DIRECTIONS FOR THIS TASK: Wherever a line of the data contains "river", copy that line.
▶
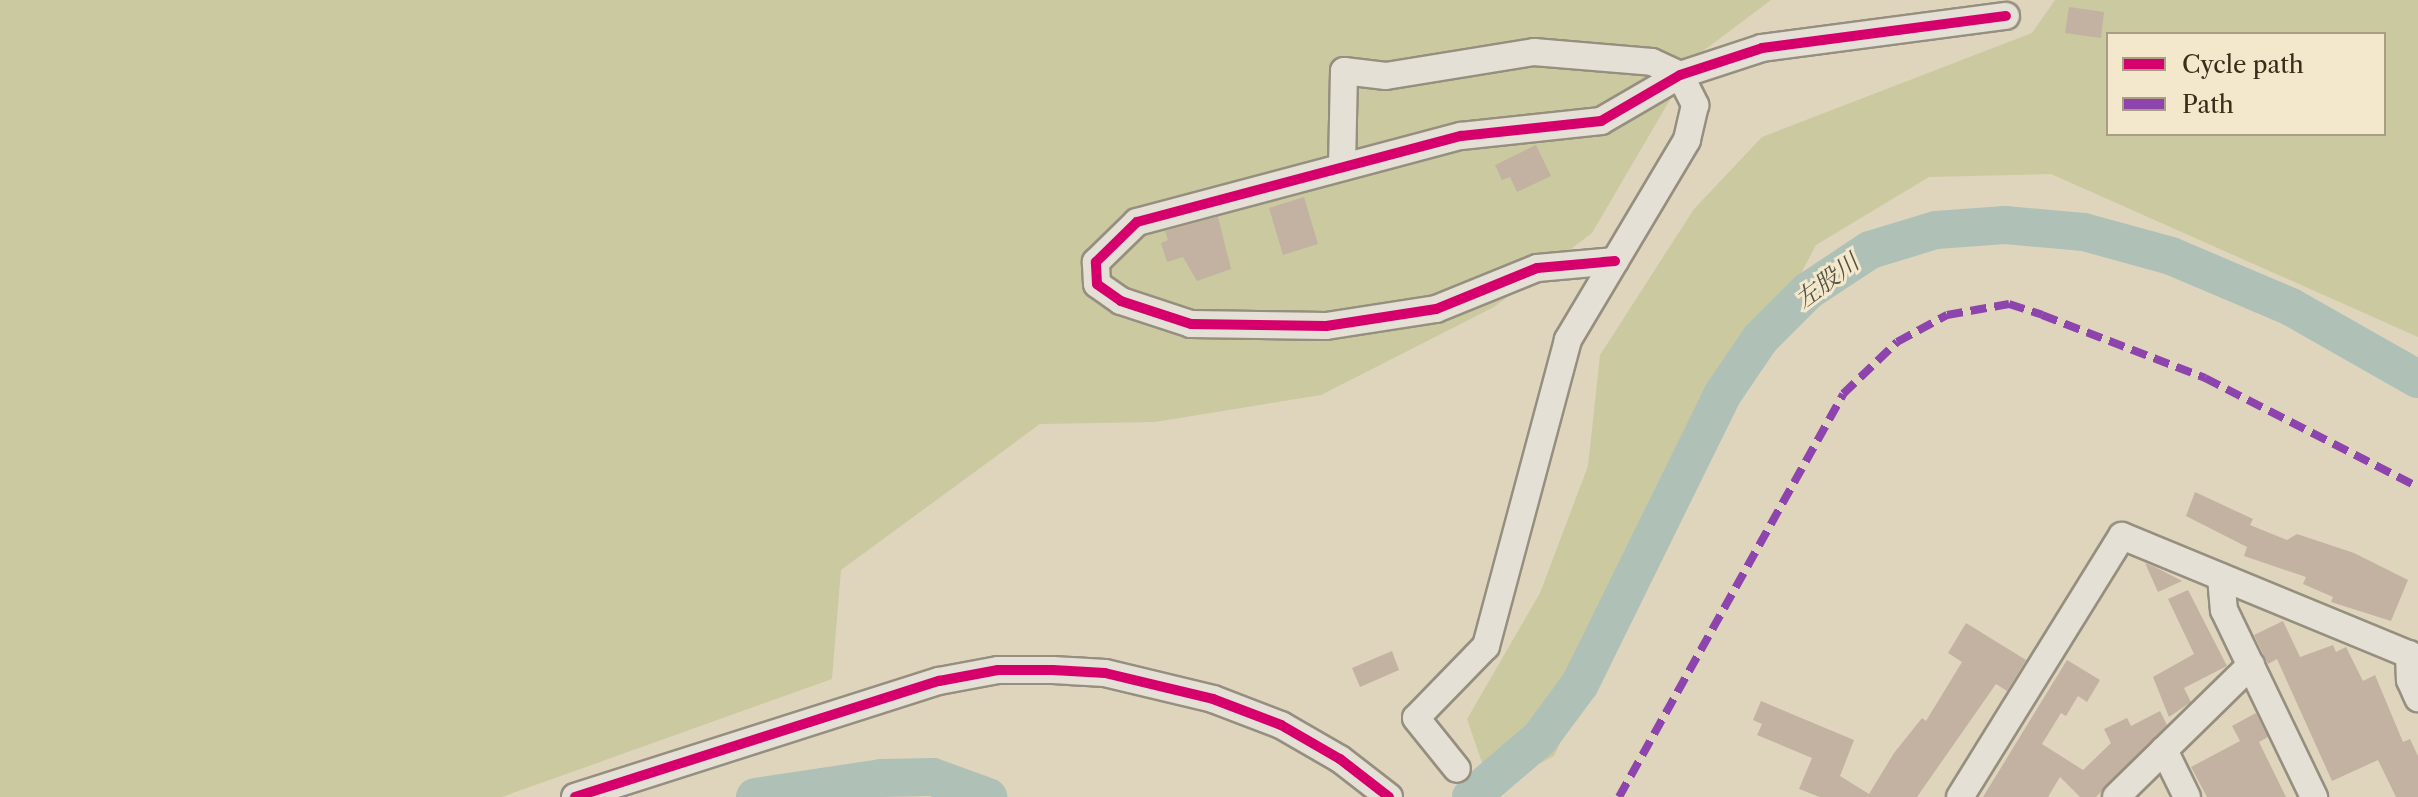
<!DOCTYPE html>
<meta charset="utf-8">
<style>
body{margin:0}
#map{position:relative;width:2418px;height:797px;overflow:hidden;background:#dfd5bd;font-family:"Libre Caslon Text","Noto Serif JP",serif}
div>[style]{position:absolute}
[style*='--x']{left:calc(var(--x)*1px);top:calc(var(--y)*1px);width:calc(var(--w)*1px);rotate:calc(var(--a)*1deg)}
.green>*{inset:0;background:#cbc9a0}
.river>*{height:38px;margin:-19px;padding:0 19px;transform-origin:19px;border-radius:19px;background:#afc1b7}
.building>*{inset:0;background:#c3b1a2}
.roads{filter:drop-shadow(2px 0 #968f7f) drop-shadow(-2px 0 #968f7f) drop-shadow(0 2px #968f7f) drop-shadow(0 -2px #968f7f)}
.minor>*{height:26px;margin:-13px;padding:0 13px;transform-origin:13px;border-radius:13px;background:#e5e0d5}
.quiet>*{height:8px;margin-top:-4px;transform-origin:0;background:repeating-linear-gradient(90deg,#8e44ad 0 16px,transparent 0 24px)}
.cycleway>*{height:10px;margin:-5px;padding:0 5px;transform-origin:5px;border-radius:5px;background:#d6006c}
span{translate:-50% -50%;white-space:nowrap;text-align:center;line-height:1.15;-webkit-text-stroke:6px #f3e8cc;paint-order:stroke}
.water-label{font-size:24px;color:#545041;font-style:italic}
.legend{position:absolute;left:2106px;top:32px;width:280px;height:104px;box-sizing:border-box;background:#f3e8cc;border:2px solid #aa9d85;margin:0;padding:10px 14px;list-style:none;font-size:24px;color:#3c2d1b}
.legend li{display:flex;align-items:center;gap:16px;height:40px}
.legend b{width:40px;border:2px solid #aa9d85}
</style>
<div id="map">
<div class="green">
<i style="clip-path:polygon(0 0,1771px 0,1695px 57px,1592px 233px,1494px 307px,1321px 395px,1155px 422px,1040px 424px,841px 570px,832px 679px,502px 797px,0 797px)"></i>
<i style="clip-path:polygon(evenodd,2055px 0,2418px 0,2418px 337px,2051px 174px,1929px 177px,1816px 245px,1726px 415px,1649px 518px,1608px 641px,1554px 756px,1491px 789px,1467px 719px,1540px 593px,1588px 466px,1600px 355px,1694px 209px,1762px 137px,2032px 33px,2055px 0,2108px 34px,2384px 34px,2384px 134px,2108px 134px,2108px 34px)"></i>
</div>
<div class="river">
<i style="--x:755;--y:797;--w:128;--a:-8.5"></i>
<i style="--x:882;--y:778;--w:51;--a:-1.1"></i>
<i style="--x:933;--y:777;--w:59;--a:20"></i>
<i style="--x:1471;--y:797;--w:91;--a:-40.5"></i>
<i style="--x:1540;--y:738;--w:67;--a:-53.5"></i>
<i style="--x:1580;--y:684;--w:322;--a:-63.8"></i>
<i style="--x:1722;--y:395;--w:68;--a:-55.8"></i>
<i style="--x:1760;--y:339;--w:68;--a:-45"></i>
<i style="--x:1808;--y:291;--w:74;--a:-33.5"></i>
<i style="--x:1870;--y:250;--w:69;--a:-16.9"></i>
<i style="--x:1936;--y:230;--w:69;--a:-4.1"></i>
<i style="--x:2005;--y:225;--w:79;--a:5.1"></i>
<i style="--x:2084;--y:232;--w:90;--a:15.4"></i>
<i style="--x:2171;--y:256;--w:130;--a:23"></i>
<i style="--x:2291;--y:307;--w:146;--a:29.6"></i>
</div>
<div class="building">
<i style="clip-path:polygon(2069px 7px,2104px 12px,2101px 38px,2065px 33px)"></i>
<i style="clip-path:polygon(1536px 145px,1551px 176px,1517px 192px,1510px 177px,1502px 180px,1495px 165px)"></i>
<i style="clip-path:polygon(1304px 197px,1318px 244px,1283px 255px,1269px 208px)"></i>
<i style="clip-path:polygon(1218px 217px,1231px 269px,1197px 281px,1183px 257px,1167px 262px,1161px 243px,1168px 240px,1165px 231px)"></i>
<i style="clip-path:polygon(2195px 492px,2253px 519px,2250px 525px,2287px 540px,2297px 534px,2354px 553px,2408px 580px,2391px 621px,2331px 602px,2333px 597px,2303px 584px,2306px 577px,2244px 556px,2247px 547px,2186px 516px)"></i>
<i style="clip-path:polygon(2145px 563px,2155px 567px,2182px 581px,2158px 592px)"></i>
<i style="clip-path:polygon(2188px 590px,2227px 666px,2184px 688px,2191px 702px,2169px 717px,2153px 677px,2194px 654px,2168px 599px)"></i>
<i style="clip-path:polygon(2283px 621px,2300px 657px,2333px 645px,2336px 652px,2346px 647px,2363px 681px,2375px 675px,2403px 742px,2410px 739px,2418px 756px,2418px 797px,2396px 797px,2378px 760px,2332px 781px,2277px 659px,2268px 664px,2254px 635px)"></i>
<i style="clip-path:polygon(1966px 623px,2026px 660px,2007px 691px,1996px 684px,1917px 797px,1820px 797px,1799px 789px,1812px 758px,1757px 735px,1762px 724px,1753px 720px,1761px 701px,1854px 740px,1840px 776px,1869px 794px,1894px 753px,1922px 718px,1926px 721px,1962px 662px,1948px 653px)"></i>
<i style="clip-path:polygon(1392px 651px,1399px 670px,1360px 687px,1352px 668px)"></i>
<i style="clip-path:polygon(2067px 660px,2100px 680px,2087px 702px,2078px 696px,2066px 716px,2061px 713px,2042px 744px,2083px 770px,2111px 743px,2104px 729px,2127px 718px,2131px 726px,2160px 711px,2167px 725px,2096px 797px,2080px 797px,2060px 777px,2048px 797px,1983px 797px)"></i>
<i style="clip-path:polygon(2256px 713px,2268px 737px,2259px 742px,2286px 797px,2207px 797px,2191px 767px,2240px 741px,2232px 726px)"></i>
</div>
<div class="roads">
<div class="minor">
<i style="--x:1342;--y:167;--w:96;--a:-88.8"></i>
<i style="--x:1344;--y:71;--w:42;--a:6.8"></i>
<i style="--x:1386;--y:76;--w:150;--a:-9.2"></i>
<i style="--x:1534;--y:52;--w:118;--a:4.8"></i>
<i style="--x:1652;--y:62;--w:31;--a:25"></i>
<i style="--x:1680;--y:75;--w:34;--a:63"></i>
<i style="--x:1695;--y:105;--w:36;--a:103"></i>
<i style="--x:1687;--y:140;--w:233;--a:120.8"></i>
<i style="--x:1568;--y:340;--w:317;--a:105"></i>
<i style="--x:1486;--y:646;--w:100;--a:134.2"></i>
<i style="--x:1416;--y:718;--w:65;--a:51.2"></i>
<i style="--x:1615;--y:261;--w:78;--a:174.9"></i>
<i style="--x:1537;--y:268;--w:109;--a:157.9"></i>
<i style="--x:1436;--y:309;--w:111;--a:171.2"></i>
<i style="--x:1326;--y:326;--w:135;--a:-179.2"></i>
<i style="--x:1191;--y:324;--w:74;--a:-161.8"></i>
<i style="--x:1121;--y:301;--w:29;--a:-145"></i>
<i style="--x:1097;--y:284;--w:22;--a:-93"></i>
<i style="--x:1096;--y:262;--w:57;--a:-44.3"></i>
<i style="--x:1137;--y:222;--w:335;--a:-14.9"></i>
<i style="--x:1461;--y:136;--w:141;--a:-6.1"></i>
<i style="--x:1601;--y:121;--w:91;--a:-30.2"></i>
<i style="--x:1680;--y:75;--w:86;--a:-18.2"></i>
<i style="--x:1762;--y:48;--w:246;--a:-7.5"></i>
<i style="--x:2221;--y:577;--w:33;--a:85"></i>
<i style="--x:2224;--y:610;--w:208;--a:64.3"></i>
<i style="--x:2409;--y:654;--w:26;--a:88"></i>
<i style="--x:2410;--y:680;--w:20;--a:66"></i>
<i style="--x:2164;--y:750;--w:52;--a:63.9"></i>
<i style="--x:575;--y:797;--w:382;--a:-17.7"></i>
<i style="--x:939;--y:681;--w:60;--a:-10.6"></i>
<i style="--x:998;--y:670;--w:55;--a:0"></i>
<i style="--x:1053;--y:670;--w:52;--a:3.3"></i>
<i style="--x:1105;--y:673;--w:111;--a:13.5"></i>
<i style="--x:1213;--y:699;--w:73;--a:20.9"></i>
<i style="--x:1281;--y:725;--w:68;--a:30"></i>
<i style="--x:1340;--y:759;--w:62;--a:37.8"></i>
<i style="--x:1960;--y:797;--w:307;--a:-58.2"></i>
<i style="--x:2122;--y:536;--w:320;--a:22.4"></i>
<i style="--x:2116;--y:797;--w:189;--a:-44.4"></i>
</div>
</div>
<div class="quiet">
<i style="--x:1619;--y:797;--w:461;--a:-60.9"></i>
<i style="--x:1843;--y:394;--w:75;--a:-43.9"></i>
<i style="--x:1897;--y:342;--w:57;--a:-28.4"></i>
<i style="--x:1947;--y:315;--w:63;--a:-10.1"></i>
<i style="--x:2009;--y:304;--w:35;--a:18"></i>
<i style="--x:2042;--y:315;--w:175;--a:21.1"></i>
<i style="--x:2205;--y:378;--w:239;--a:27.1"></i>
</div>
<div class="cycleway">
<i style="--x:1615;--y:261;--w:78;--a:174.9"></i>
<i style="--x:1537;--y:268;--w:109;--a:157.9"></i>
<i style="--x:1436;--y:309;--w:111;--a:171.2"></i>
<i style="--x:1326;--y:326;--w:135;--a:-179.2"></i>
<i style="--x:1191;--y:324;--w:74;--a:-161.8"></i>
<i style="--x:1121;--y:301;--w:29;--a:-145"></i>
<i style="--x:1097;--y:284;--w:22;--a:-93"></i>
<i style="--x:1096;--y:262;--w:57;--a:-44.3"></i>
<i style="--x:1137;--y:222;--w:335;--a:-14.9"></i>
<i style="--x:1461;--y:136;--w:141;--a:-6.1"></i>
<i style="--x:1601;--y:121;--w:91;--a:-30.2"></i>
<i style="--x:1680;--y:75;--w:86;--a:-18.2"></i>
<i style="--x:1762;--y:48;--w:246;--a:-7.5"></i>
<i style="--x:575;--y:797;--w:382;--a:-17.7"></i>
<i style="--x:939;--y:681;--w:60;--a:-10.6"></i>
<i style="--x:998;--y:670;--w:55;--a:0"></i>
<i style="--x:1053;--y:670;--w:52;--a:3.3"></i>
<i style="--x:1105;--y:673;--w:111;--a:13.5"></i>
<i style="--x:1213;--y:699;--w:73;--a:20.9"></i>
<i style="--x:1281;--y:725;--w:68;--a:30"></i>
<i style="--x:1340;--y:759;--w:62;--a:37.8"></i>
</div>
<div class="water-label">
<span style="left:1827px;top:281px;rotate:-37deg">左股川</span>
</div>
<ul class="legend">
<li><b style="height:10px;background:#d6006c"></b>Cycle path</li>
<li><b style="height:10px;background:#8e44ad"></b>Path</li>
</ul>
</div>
◀
RESPONSE AREA:
.river>*{height:38px;margin:-19px;padding:0 19px;transform-origin:19px;border-radius:19px;background:#afc1b7}
<div class="river">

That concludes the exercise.